On entering the hallowed halls of the NID, Ahmedabad for our student orientation many moons ago, we embarked upon our first journey into discovering the meaning of design through an eloquent film on the humble ‘lota’ by Charles and Ray Eames.
For any student paying attention during that film, design was instantly demystified, as a process that seeks to solve problems at the intersection of industry and humanity. Who would have considered the multiple factors that weighed in favour of the design of the lota – its shape, size, the gender for whom the product is designed, the optimum quantity of its contents, the fit against the waist and hip, the centre of gravity when full and balance when empty, the texture, the sound, the durability, the manufacturability. This formed the basis of design thinking that is deeply etched in our minds.

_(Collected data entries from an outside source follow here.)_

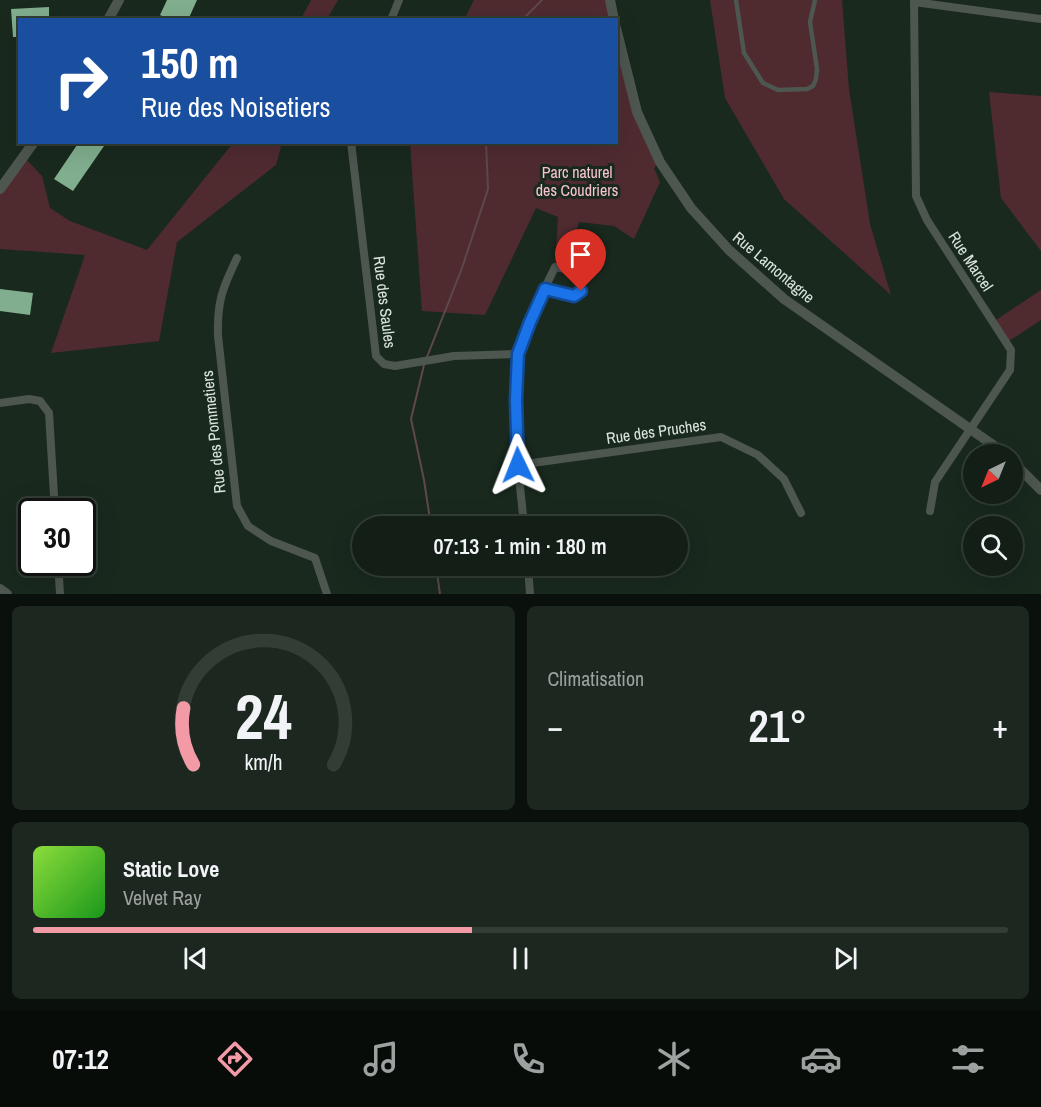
<!DOCTYPE html>
<html lang="fr">
<meta charset="utf-8">
<style>
body{margin:0;font-family:"Archivo Narrow",sans-serif;background:#1c271f;color:#f1f3f6;height:100vh;display:flex;flex-direction:column;font-size:22px;white-space:nowrap}
*{box-sizing:border-box;margin:0}
p{font-size:20px;color:#9da2a1}
.icon{flex:none;width:33px;height:33px;fill:none;stroke:currentColor;stroke-width:2;stroke-linecap:round;stroke-linejoin:round}
.map{position:relative;height:594px;overflow:hidden}
.sheet{display:flex;flex-direction:column;gap:12px;padding:12px;background:#0a110c;flex:1}
.sheet>*{flex:none}
.hud{position:absolute;left:18px;top:18px;width:600px;height:126px;border-radius:0px;box-shadow:0 6px 24px #0002,0 0 0 2px #323d35;background:#1a4fa0;color:#fff;overflow:hidden}
.needle{width:39px;rotate:223deg}
.fabs{position:absolute;left:963px;top:444px;display:grid;gap:12px}
.fabs a{display:grid;place-items:center;width:60px;height:60px;border-radius:50%;background:#131f16;box-shadow:0 6px 24px #0002,0 0 0 2px #323d35;font-size:30px}
.speed{position:absolute;left:18px;top:498px;display:flex;gap:12px;font-size:30px;font-weight:700;text-align:center}
.speed>*{display:grid;place-content:center;width:78px;height:78px;border-radius:50%;background:#131f16;box-shadow:0 6px 24px #0002,0 0 0 2px #323d35;line-height:1}
.speed .limit{border:3px solid #111;border-radius:9px;background:#fff;color:#111}
.pin{position:absolute;display:grid;place-items:center;width:51px;height:51px;color:#fff;margin:-62px -26px;border-radius:50% 50% 50% 0;rotate:-45deg;box-shadow:0 0 6px #0007}
.pin .icon{rotate:45deg}
.me{position:absolute;width:66px;margin:-33px;rotate:358deg;stroke-linejoin:round;filter:drop-shadow(0 0 4px #0008)}
.turn{display:flex;align-items:center;gap:21px;height:126px;padding:0 24px;font-size:27px}
.turn .icon{width:78px;height:78px;stroke-width:2.5}
.turn b{display:block;font-size:42px;line-height:51px}
.big{font-size:45px;font-weight:600;line-height:1.1}
.sheet .tile{flex:1;display:flex;flex-direction:column;justify-content:center;gap:9px;min-width:0;padding:0 21px;border-radius:9px;background:#1c271f}
.sheet .dial{align-items:center;gap:0}
.dial svg{height:156px;overflow:visible;fill:none;stroke:#323d35;stroke-width:7;stroke-linecap:round;text-anchor:middle}
.dial text{fill:#f1f3f6;stroke:none}
.song{display:flex;align-items:center;gap:18px}
.cover{width:72px;height:72px;border-radius:9px;background:linear-gradient(135deg,hsl(90 70% 55%),hsl(120 70% 35%))}
.played{height:6px;border-radius:3px;background:linear-gradient(90deg,#f39aa7 45%,#323d35 45%)}
.keys{display:flex;justify-content:space-around;direction:ltr}
.heat{display:flex;justify-content:space-between;align-items:center;font-size:33px;direction:ltr}
.sheet .tiles{flex:1;display:grid;gap:12px;grid-template-columns:1fr 1fr}
.tile:last-child{grid-column:span 2}
.trip{position:absolute;left:352px;top:516px;width:336px;height:60px;border-radius:30px;background:#131f16;box-shadow:0 6px 24px #0002,0 0 0 2px #323d35;font-weight:600;line-height:60px;text-align:center}
.tab-bar{display:flex;height:96px;justify-content:space-around;align-items:center;background:#080c09;color:#9da2a1}
.tab-bar .icon{width:42px;height:42px}
.tab-bar .active{color:#f39aa7}
.tab-bar b{font-size:27px;color:#f1f3f6}
.map>svg:first-child{display:block}
</style>
<div class="map">
<svg width="1041" height="594" viewBox="0 0 1041 594">
<rect width="100%" height="100%" fill="#19291e"/>
<!-- green -->
<g fill="#4f2b30">
<polygon points="311,0 338,0 327,19 301,19"/>
<polygon points="474,0 610,0 614,20 464,20"/>
<polygon points="710,0 842,0 849,89 870,224 891,295 784,199 725,98"/>
<polygon points="617,28 637,112 660,162 654,168 660,182 634,239 614,226 579,222 566,267 555,267 558,217 536,208 485,315 422,311 410,143 616,142"/>
<polygon points="989,92 1041,96 1041,251 1001,198"/>
<polygon points="233,143 282,143 276,165 177,242 159,341 51,353 85,255 0,249 0,194 25,158 42,176 50,208 70,221 147,250"/>
<polygon points="1041,290 1041,320 1006,343 993,322"/>
</g>
<g fill="none" stroke-linecap="round" stroke-linejoin="round">
<!-- stream -->
<g stroke="#5f474b" stroke-width="2">
<polyline points="522,20 542,0"/>
<polyline points="427,357 462,268 488,189 486,142"/>
<polyline points="424,365 411,419 424,480 431,526"/>
<polyline points="436,566 440,594"/>
</g>
</g>
<!-- building -->
<g fill="#81ae8e">
<polygon points="167,0 197,0 188,20 160,20 162,16 160,15"/>
<polygon points="49,7 49,20 20,20 20,37 13,37 11,9"/>
<polygon points="79,142 99,142 104,146 73,191 54,179"/>
<polygon points="0,289 33,293 30,315 0,311"/>
</g>
<g fill="none" stroke-linecap="round" stroke-linejoin="round">
<!-- service -->
<polyline stroke="#4e5650" stroke-width="4.5" points="736,0 744,53 763,83 778,90 807,89 813,86 816,79 817,69 810,22 815,0"/>
<!-- minor -->
<g stroke="#4e5650" stroke-width="8">
<polyline points="914,0 916,196 927,220 1011,350 1010,370 935,482 930,511"/>
<polyline points="914,2 1041,19"/>
<polyline points="391,20 399,0"/>
<polyline points="351,142 376,356 384,364 395,366 454,356 518,354"/>
<path d="M237 258C222 289 217 302 218 336L237 506 248 526 271 541 315 558 327 594"/>
<polyline points="0,403 29,399 40,401 49,413 55,512"/>
<polyline points="518,465 721,437 758,455 784,479 801,513"/>
<path d="M524 526C519 473 510 409 518 356 521 331 544 291 555 267L577 271 583 280 581 291 574 296 545 289"/>
<polyline points="58,562 60,594"/>
<polyline points="528,566 530,594"/>
</g>
<!-- tertiary -->
<g stroke="#4e5650" stroke-width="10">
<polyline points="610,0 614,20"/>
<polyline points="108,20 119,0"/>
<polyline points="616,28 637,112 660,162 691,208 729,250 784,299 1006,454"/>
<polyline points="0,189 34,142"/>
<polyline points="1012,461 1041,490"/>
<polyline points="0,589 7,594"/>
</g>
</g>
<g fill="none" stroke-linecap="round" stroke-linejoin="round">
<defs>
<polyline id="route" points="518,465 516,400 518,354 530,322 545,289 574,296 581,291"/>
</defs>
<!-- route casing -->
<use href="#route" stroke="#114b97" stroke-width="15"/>
<!-- route -->
<use href="#route" stroke="#1a73e8" stroke-width="10"/>
</g>
<g text-anchor="middle" dominant-baseline="central" stroke-width="6" stroke-linejoin="round" paint-order="stroke">
<!-- park labels -->
<g font-size="16" fill="#f7c5cb" stroke="#19291e">
<text x="577" y="172">Parc naturel<tspan x="577" dy="18">des Coudriers</tspan></text>
</g>
<!-- street labels -->
<g font-size="16" fill="#dbe5dd" stroke="#19291e">
<text transform="translate(971 261) rotate(57)">Rue Marcel</text>
<text transform="translate(774 267) rotate(40)">Rue Lamontagne</text>
<text transform="translate(385 302) rotate(83)">Rue des Saules</text>
<text transform="translate(656 431) rotate(-8)">Rue des Pruches</text>
<text transform="translate(213 432) rotate(-96)">Rue des Pommetiers</text>
</g>
</g>
</svg>
<div class="fabs">
<a><svg class="needle" viewBox="-14 -14 28 28"><path d="M0-13l5 13h-10z" fill="#e53935"/><path d="M0 13l5-13h-10z" fill="#9da2a1"/></svg></a>
<a><svg class="icon" aria-label="search" viewBox="0 0 24 24"><circle cx="10" cy="10" r="6"/><path d="M15 15l6 6"/></svg></a>
</div>
<div class="speed"><div class="limit">30</div></div>
<div class="pin" style="left:581px;top:291px;background:#d93025"><svg class="icon" aria-label="arrive" viewBox="0 0 24 24"><path d="M6 21V4h12l-3 4 3 4H6"/></svg></div>
<svg class="me" style="left:518px;top:465px" viewBox="-20 -20 40 40"><path d="M0-17L14 15 0 8-14 15z" fill="#1a73e8" stroke="#fff" stroke-width="4"/></svg>
<div class="trip">07:13 · 1 min · 180 m</div>
<div class="hud">
<div class="turn"><svg class="icon" aria-label="right" viewBox="0 0 24 24"><path d="M7 20v-9h11M14 6l5 5-5 5"/></svg><div><b>150 m</b>Rue des Noisetiers</div></div>
</div>
</div>
<section class="sheet">
<div class="tiles">
<div class="tile dial"><svg viewBox="0 0 100 80">
<path d="M14 69A42 42 0 1 1 86 69"/>
<path d="M14 69A42 42 0 0 1 9 40" stroke="#f39aa7"/>
<text x="50" y="56" font-size="32" font-weight="700">24</text>
<text x="50" y="72" font-size="11">km/h</text>
</svg></div>
<div class="tile"><p>Climatisation</p>
<div class="heat"><a>−</a><b class="big">21°</b><a>+</a></div>
</div>
<div class="tile">
<div class="song"><i class="cover"></i><div><b>Static Love</b><p>Velvet Ray</p></div></div>
<div class="played"></div>
<div class="keys"><svg class="icon" aria-label="previous" viewBox="0 0 24 24"><path d="M18 5L8 12l10 7zM5 5v14"/></svg><svg class="icon" aria-label="pause" viewBox="0 0 24 24"><path d="M8 5v14M16 5v14"/></svg><svg class="icon" aria-label="next" viewBox="0 0 24 24"><path d="M6 5l10 7-10 7zM19 5v14"/></svg></div>
</div>
</div>
</section>
<nav class="tab-bar">
<b>07:12</b>
<svg class="icon active" aria-label="directions" viewBox="0 0 24 24"><path d="M12 3l9 9-9 9-9-9zM9 14v-3h6M13 9l2 2-2 2"/></svg>
<svg class="icon" aria-label="music" viewBox="0 0 24 24"><path d="M9 18V5l10-2v13"/><circle cx="6" cy="18" r="3"/><circle cx="16" cy="16" r="3"/></svg>
<svg class="icon" aria-label="phone" viewBox="0 0 24 24"><path d="M5 4h4l2 5-3 2q2 4 5 5l2-3 5 2v4C11 20 4 13 5 4z"/></svg>
<svg class="icon" aria-label="climate" viewBox="0 0 24 24"><path d="M12 3v18M4 7l16 10M4 17L20 7"/></svg>
<svg class="icon" aria-label="car" viewBox="0 0 24 24"><path d="M5 17H2v-5l4-1 3-4h7l3 4 3 1v5h-3M9 17h6M6 11h13"/><circle cx="7" cy="17" r="2"/><circle cx="17" cy="17" r="2"/></svg>
<svg class="icon" aria-label="filters" viewBox="0 0 24 24"><path d="M4 7h16M4 17h16"/><circle cx="9" cy="7" r="2"/><circle cx="15" cy="17" r="2"/></svg>
</nav>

Charles and Ray are credited by designers for radical thinking that changed and democratised the design industry. Through innovative use of materials and by challenging traditional craftsmanship and materials, they designed and produced furniture that was light, affordable and capable of being mass-produced. Design was no longer privy only to the upper classes and the Eameses had a distinct role to play in making home decor accessible to all.
Charles Eames response to an interviewer’s question “What are the boundaries of design?” with an answer that summarised his understanding of design- “What are the boundaries of problems?” reflects how design is a complex process where function, relevance and appropriateness take center stage alongside aesthetics. Charles & Ray Eames left an imprint on the world as ambassadors of modern design.